What is needed: In total, how many lines of the data contain the word "Міру"? Only that number is wanted.

Exercise data:
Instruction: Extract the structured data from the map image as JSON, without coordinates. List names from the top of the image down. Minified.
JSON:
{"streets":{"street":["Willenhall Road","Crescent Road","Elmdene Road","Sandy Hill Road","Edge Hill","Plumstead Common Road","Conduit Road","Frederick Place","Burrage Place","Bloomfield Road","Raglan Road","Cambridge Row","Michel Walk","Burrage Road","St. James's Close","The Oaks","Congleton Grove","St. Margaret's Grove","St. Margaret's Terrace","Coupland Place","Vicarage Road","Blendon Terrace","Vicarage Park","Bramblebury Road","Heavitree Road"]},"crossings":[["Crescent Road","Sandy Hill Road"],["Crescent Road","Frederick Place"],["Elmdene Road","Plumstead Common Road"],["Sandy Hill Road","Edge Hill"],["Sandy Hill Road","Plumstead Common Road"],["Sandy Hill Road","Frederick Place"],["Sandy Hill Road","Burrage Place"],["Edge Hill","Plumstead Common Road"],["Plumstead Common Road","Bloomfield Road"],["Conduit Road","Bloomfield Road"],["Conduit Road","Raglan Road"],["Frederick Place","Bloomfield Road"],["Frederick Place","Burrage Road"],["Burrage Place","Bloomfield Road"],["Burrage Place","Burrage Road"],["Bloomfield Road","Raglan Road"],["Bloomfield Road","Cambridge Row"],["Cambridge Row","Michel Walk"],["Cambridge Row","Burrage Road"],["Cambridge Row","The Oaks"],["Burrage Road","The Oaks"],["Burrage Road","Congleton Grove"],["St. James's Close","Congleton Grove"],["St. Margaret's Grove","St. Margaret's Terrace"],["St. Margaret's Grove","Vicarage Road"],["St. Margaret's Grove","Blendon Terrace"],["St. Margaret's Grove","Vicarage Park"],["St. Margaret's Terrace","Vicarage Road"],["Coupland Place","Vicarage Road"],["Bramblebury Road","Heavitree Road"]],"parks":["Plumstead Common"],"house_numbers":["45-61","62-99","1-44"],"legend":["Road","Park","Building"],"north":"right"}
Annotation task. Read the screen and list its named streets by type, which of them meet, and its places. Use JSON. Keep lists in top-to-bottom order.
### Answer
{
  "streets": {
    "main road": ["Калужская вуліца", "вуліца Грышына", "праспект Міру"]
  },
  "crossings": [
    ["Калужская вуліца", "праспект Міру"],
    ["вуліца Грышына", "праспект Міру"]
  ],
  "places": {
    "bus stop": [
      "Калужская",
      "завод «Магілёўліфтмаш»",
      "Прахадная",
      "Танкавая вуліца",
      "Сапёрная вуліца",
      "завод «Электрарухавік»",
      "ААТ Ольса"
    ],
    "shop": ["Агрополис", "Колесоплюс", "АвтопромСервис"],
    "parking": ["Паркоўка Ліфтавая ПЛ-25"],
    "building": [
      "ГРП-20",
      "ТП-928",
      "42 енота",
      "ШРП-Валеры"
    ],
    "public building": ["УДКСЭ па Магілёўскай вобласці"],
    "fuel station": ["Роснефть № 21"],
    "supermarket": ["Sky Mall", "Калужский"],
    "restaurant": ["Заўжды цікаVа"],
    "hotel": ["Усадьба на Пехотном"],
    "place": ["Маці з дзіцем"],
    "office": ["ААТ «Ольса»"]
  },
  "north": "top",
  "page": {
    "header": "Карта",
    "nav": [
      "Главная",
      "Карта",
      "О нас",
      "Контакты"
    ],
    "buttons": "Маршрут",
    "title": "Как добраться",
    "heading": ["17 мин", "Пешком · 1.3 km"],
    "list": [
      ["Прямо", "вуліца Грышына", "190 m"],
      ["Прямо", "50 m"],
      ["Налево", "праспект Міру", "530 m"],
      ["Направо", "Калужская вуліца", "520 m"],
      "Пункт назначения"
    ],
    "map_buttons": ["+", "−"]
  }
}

Output for this task: 4